Is there a better data structure than classes for a set of employes?

Is there a better data structure than classes for a set of employes? - Printable Version

+- Python Forum (https://python-forum.io)
+-- Forum: Python Coding (https://python-forum.io/forum-7.html)
+--- Forum: Data Science (https://python-forum.io/forum-44.html)
+--- Thread: Is there a better data structure than classes for a set of employes? (/thread-24664.html)

Is there a better data structure than classes for a set of employes? - Schlangenversteher - Feb-26-2020

Hello,

i have around 100 uniform data sets of employes that i would like to read and process in my code. Most of the data, like name or nationality can be used directly, other parameters like their actual cost for the company need to be derived from the data.
In the beginning, i used a dictionary of dictionary to deal with the data set. This turned out to be unreadable, awful code. Therefore i used a .yml file for storing the data and wrote a script that reads the .yml, creates a class object for every employe and passes a list of emplye objects to the actual code.
While this works out for me, it still looks kinda strange and off at times.
Is there a better way to store and process those data? I was thinking about using Sql lite or some data structure that panda offers.

RE: Is there a better data structure than classes for a set of employes? - Larz60+ - Feb-26-2020

It's hard to understand exactly what you are talking about without a sample of data.
A dictionary is a very good way to store structured data.
Show an example of your data as a dictionary and also as yaml.

RE: Is there a better data structure than classes for a set of employes? - Schlangenversteher - Feb-26-2020

Example with dictionaries:

employeList = {
    {
       "name": "susan",
       "nationality": "netherland",
       "overallCost": None
    },
    ...
}

# resolve overall cost for susan
employeList[0]["overallCost"] = resolveOverallCost(employeList[0])

workWithEmployeList()

Example with yaml:

# employe.yml
- name: susan
  nationality: netherland
...

# python script

class employeObject:
    overallCost = None
    def __init__(self, name, nationality):
        self.name = name
        self.nationarlity = nationality
        self.resolveOverallCost()

    def resolveOverallCost(self):
        ...
        self.overallCost = calculatedValue

open(yamlfile):
    employeList = readYamlFile()

for employe in employeList:
    emloyeObjectList.append(employeObject(employe["name], emplaye["nationality"])

workWithEmployeObjectList()

RE: Is there a better data structure than classes for a set of employes? - buran - Feb-26-2020

classes look just fine (given that you also want to have derived properties/attributes).

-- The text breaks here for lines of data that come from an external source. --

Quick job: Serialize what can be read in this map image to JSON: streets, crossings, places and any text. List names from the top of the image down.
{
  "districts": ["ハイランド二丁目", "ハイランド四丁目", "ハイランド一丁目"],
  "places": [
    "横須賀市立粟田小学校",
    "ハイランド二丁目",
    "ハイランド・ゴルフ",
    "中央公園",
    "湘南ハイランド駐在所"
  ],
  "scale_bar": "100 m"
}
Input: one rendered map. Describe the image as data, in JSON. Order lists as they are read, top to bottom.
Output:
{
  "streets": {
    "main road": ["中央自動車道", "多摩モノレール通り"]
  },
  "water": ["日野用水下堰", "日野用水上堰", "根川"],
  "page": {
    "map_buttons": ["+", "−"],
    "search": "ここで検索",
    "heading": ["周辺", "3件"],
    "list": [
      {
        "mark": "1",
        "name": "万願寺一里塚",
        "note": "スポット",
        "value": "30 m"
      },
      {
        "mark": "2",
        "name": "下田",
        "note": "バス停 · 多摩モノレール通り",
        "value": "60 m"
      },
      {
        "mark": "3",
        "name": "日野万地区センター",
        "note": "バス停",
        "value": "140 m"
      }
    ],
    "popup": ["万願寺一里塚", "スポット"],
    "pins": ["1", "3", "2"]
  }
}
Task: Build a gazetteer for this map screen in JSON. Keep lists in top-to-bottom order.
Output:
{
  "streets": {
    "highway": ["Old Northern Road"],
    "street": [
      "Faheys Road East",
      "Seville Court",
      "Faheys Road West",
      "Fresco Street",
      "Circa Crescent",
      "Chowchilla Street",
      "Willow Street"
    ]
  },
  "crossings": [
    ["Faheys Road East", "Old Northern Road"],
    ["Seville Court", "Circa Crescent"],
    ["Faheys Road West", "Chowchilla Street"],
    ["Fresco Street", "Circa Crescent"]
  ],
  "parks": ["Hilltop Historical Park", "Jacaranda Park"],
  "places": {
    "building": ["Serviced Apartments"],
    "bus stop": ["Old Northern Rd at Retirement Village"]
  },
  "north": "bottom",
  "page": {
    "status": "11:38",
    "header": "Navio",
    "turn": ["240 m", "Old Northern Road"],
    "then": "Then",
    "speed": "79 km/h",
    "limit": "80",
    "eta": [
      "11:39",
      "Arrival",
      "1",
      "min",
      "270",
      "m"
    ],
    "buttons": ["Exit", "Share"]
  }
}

Of course as Larz said built-in data structure like dict or named tuple can also be used, but this looks like nice use case for custom class.
You can write the whole class from scratch or to make it easier, you can have look at @dataclass that will help create __init__ and some other dunder methods for your class.
We have a nice tutorial by @snippsat

If you show your code as well as some sample data and what the derived data would look like we can help with further guidance
EDIT: you did post your code while I was answering

RE: Is there a better data structure than classes for a set of employes? - buran - Feb-26-2020

Where do you get the data to calculate cost?
Do you have extra fields per employee in the yaml or just the name and nationality?
Also you can make the cost property (using @property decorator), instead of having overallcost property and resolveOverallCost method

RE: Is there a better data structure than classes for a set of employes? - buran - Feb-26-2020

employees.yaml

Output:  - name: John
    nationality: USA
  - name: Jane
    nationality: UK

import yaml
from random import randint
from dataclasses import dataclass

# one way to define basic class
class Employee:
    def __init__(self, name, nationality):
        self.name = name
        self.nationality =  nationality

    @property
    def cost(self):
        some_calculated_cost = randint(0, 20) # here I just randomly genereate cost between 0 and 20
        return some_calculated_cost

# alternative, using @dataclass
@dataclass
class Employee2:
    name: str
    nationality: str


    @property
    def cost(self):
        some_calculated_cost = randint(0, 20) # here I just randomly genereate cost between 0 and 20
        return some_calculated_cost



if __name__ == '__main__':
    
    # load using Employee class
    with open('employees.yaml') as f:
        employees = [Employee(**empl) for empl in yaml.safe_load(f)]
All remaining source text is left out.